Water Treatment

Water Treatment > Quality Water Solutions > Operational Issues > Beneficial Reuse of Solid Residuals

Many water utilities have come to see their residuals as a raw material rather than a waste. This shift in perspective is due, to a great degree, to rising landfill costs and increasing regulatory control. The ongoing search for practical ways to use water treatment plant residuals has led to a number of interesting applications. Here are some of the more promising and successful ones:

  • Landscaping to fill in or build features. Residuals are being used to create hills in parks and golf courses, as well as to fill in small quarries.
  • Remediating poor or spent soils by improving nutrient content.
  • Enhancing a soil's water holding and release capacity. Since most residues retain some flocculant capacity, they enable soils to absorb moisture which can retard cracking in dry weather and help prevent muddy conditions in light rains.
  • Preventing phosphorus run-off. Soils laden with soluble phosphorus, usually due to overfertilization, allow phosphorus to run off. This is a major cause of surface water eutrophication. Residuals from water plants using aluminum-based coagulants are being applied to fields to convert soluble phosphorus to an insoluble form.
  • Blending with wastewater treatment plant solids to tie up monophosphorus. This is especially important in states that regulate biosolids based on phosphorus level rather than nitrogen content.
  • Applying them in tree farms and other silvacultural applications to promote growth by acidifying the soil and providing some nutrients and organics.
  • Mixing it with compost as a source of nutrients and bulk. The mixture can then be used as a top soil or a potting soil.
  • Placing it beneath road beds as a grading material.
  • Using it in cinder block or mixing it with fly ash to make aquarium gravel.

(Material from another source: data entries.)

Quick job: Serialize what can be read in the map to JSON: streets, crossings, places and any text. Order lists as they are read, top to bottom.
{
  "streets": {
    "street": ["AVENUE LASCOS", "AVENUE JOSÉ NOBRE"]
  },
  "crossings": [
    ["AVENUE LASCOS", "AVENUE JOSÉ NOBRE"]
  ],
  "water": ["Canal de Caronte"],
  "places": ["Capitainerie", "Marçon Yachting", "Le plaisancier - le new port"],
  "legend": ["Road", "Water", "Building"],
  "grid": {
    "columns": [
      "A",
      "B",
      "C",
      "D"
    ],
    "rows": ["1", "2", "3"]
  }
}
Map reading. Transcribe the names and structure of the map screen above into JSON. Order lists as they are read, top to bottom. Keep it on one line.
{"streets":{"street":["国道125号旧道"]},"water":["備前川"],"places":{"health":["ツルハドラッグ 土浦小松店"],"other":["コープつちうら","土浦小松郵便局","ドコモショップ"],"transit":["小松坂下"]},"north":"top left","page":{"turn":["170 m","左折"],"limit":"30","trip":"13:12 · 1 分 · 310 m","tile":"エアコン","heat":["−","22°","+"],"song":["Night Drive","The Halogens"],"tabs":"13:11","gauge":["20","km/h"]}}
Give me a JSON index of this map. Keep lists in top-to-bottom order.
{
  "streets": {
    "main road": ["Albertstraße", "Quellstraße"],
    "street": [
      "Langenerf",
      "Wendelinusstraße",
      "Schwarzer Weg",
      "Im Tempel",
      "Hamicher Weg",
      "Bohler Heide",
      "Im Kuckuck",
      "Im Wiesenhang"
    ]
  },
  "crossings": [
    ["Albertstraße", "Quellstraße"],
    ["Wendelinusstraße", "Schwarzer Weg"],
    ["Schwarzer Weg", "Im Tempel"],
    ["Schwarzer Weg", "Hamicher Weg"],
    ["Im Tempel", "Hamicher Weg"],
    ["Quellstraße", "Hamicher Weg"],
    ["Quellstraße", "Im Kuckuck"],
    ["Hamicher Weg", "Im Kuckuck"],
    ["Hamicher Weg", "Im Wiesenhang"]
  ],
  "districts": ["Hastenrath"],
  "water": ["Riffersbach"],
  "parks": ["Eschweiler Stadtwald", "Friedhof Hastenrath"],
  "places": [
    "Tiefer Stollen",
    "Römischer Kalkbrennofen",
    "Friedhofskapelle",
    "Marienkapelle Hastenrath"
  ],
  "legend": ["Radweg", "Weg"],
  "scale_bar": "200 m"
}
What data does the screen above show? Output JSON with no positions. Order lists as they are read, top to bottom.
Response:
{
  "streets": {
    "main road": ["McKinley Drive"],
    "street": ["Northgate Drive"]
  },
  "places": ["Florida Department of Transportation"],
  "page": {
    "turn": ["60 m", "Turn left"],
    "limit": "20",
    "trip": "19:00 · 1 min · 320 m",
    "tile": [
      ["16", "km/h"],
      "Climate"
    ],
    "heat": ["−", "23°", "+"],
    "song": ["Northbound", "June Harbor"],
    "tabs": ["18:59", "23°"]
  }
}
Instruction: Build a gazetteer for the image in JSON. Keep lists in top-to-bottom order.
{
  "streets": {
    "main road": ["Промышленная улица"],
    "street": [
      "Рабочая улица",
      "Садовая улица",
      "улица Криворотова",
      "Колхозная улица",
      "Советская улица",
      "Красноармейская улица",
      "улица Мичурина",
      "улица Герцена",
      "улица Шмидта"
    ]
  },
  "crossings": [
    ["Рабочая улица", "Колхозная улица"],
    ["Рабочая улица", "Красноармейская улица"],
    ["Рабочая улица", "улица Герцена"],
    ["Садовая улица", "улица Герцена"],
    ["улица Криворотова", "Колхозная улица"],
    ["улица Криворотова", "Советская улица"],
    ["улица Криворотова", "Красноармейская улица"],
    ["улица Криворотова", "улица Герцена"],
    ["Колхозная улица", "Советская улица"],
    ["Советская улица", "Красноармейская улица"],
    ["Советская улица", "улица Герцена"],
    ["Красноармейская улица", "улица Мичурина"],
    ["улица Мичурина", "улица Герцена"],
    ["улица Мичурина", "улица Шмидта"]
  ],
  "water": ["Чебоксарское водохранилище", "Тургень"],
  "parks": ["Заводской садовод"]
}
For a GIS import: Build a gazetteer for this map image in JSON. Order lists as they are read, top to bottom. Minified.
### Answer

Residuals from plants using aluminum-based coagulants tends to have lower heavy metal levels than those from plants using iron-based coagulants. The presence of heavy metals may restrict use of a residual in some applications.

In reusing residual solids, water treatment plants generally have to reduce water content well below that of residuals placed in landfills. Use of polyaluminum hydroxychloride coagulants reduces the level of aluminum in the residual, improving drainage and making it much easier to dewater.